From prospecting to committees to education to government, the volunteers who build British Columbia’s mineral exploration industry represent every part of the community. Each year, AME recognizes the outstanding achievements and contributions of these volunteers through several awards. The Frank Woodside Past Presidents and Chairs Award recognizes distinguished service to AME and/or contribution to the mineral industry.

John Murray

John Murray won the award in 2007. I served with John on the AME board, the Communication and Marketing Committee, and the Editorial Board for this magazine. John’s idea for framing the industry’s message to the public is consistent: Keep it simple.
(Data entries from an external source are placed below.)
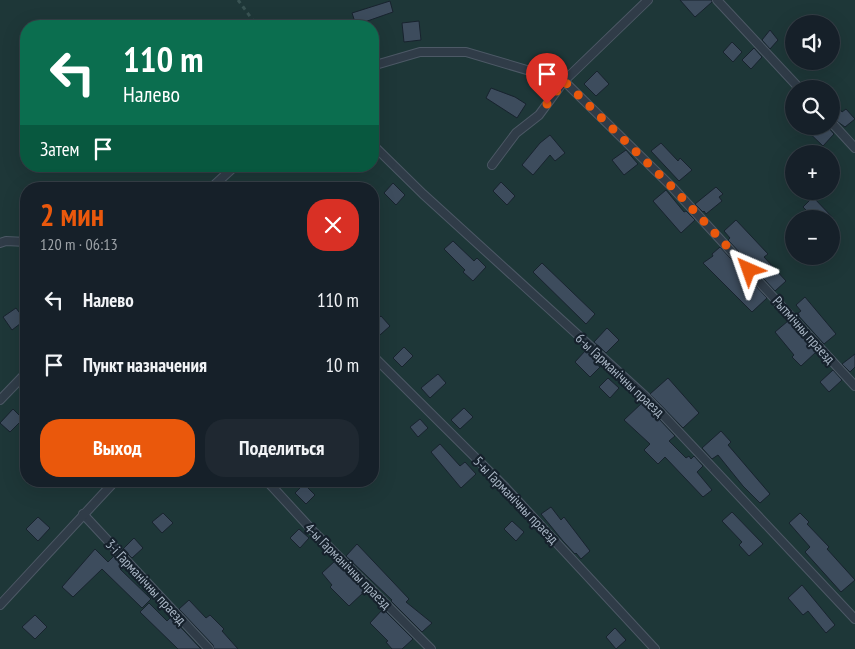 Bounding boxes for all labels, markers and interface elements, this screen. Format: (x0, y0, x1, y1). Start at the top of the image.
map controls (785, 15, 840, 265)
button: sound (785, 15, 840, 70)
text: 110 m (123, 36, 204, 82)
icon: left (40, 40, 105, 105)
pin (526, 53, 568, 104)
icon: arrive (533, 60, 561, 88)
text: Налево (123, 80, 180, 108)
button: search (785, 80, 840, 135)
icon: arrive (89, 135, 117, 163)
text: Затем (40, 137, 79, 161)
button: + (785, 145, 840, 200)
text: 2 мин (40, 195, 104, 234)
button: close (307, 199, 359, 251)
button: − (785, 210, 840, 265)
text: 120 m · 06:13 (40, 234, 118, 254)
position arrow (722, 243, 774, 295)
icon: left (40, 286, 68, 314)
text: Налево (83, 288, 134, 312)
text: 110 m (317, 288, 359, 312)
street label: Рытмічны праезд (769, 292, 839, 368)
street label: 6-ы Гарманічны праезд (572, 329, 668, 421)
icon: arrive (40, 351, 68, 379)
text: Пункт назначения (83, 353, 207, 377)
text: 10 m (326, 353, 359, 377)
button: Выход (40, 419, 195, 477)
button: Поделиться (205, 419, 359, 477)
street label: 5-ы Гарманічны праезд (470, 452, 562, 548)
street label: 4-ы Гарманічны праезд (301, 519, 395, 613)
street label: 3-і Гарманічны праезд (102, 535, 190, 629) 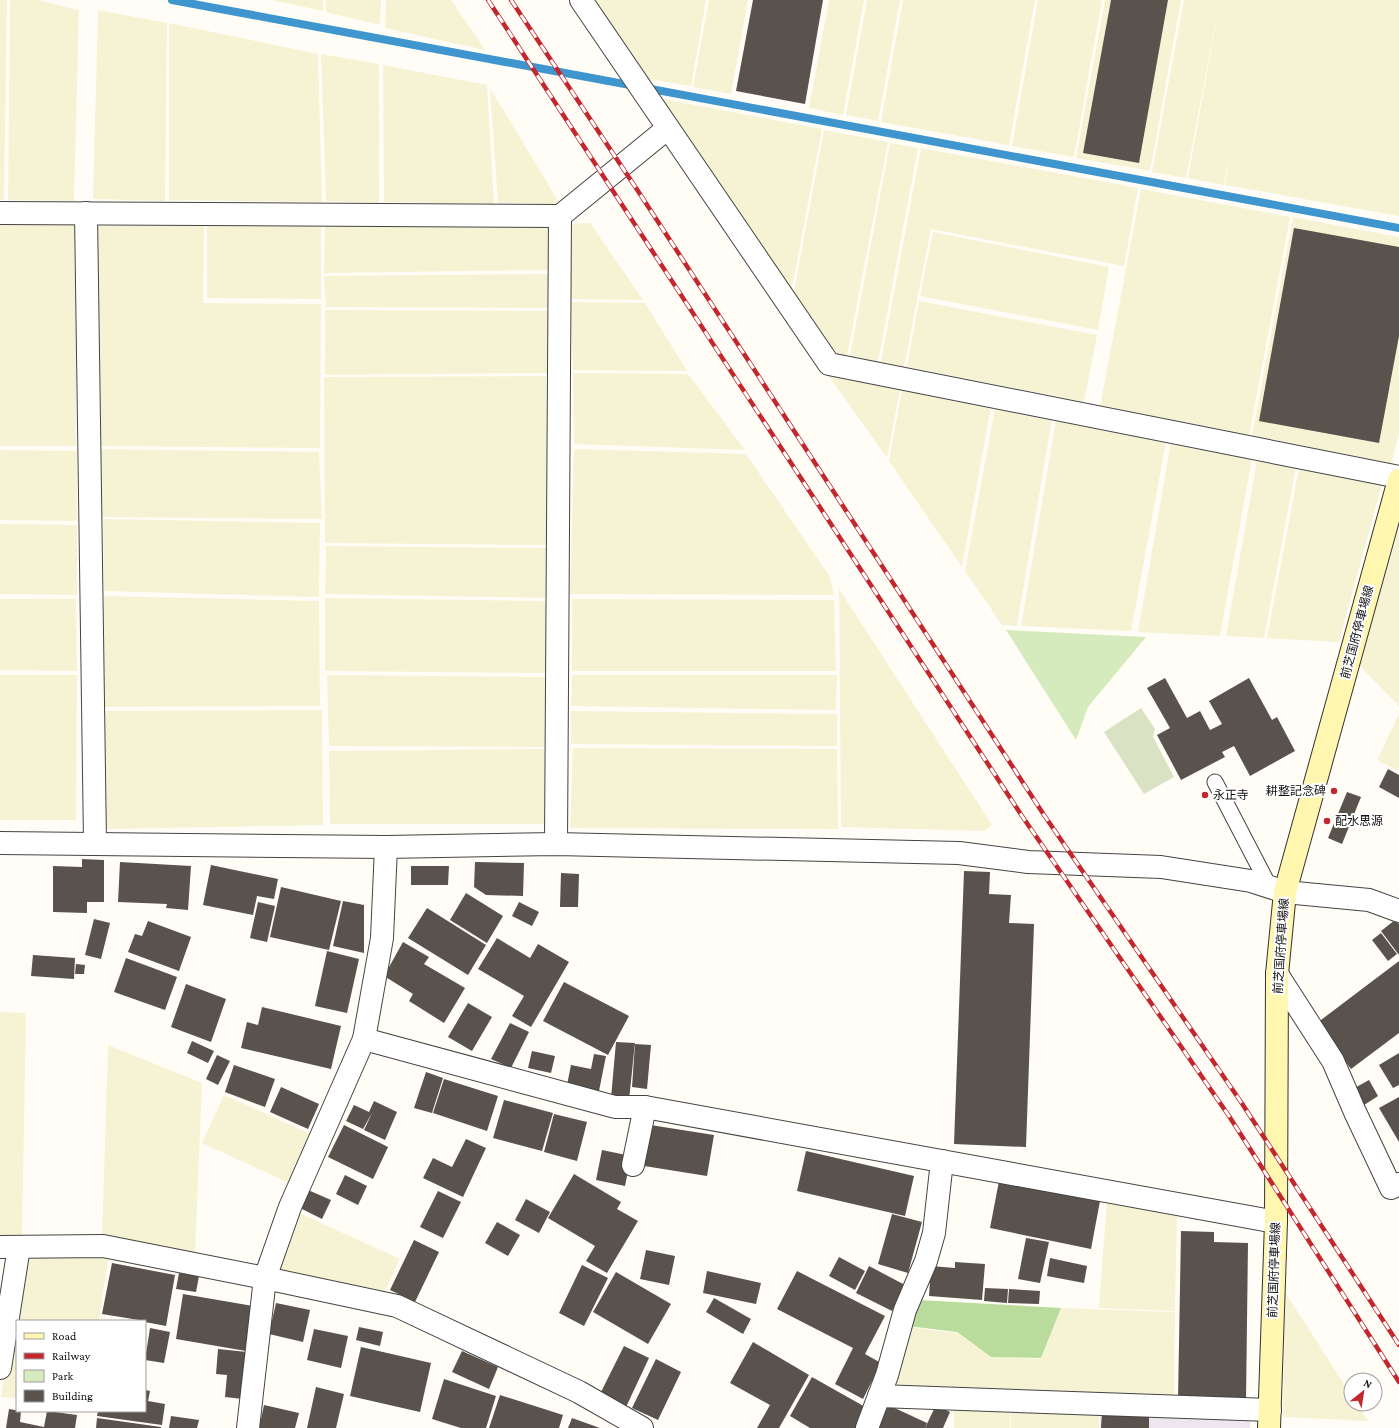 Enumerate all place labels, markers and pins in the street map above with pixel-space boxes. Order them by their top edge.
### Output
place label: 耕整記念碑 [1266,784,1326,798]
marker: 耕整記念碑 [1329,786,1339,796]
place label: 永正寺 [1213,788,1249,802]
marker: 永正寺 [1200,790,1210,800]
place label: 配水思源 [1335,814,1383,828]
marker: 配水思源 [1322,816,1332,826]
Never miss an opportunity to speak out.

He did that on the AME board from 1999 to 2017 (with a one-year break in 2006-07) and on at least half a dozen committees for many years. Outside the industry, he was past president of the Nelson & District Chamber of Commerce ![Don Bragg | Barry Price]() and served seven years as a director with the BC Chamber of Commerce, bringing the concerns of the mineral exploration and mining sector to the table.

Don Bragg was an early winner in 2002. Don is a self-employed prospector and a profile in this magazine in 2012 captured him perfectly. “I want to bring some solutions to the problems facing the industry,” Don said. I have come to know Don through committees over the years and on the AME board. What strikes me in an age of loud, uninformed and often rude opinions is that Don is a man who never fears speaking out but always in a measured, respectful manner.

Sheila Stenzel

Sheila Stenzel won the Woodside award in 2017 for filling a gap that Don Bragg and John Murray often identified – teaching the school kids what exploration and mining are all about. In 2017, Sheila and Maureen Lipkewich were acknowledged for the Mineral Resources Education Program BC – now called Minerals Ed.

“It is always wonderful to learn from teachers how much our programs support them or their students – whether at a workshop, a Roundup program or a field trip,” Sheila says. “One of the neatest experiences: an elementary student from a Richmond school who was in our inaugural 2004 Roundup Rockhound class (Grade 4) went on to UBC Mining Engineering, came back to Roundup in 2016 as a Roundup Rockhound volunteer as a Rockhound Guide.”

Sheila also encourages the new generation to volunteer. “Whether leading a teacher field trip, being a guest speaker at a school, giving a presentation on mineral exploration to the Rockhounds, or teaching children about diamond drilling with cake and a straw, industry volunteers sharing their expertise and passion make great educators and great ambassadors for our industry. They make a difference.”

“Volunteering can be a tremendous learning experience,” advises 2001 Woodside award winner Tom Schroeter. “There’s no better experience for learning how problems are solved, and developing self confidence and public speaking skills than volunteering on a committee.”

Tom Schroeter

Tom was the regional geologist in northwest B.C. and then head of the B.C. Mineral Development Office. “I did a lot of work liaising between the governments and industry, and I made a conscious effort to involve a broad range of people from government to students to the public.”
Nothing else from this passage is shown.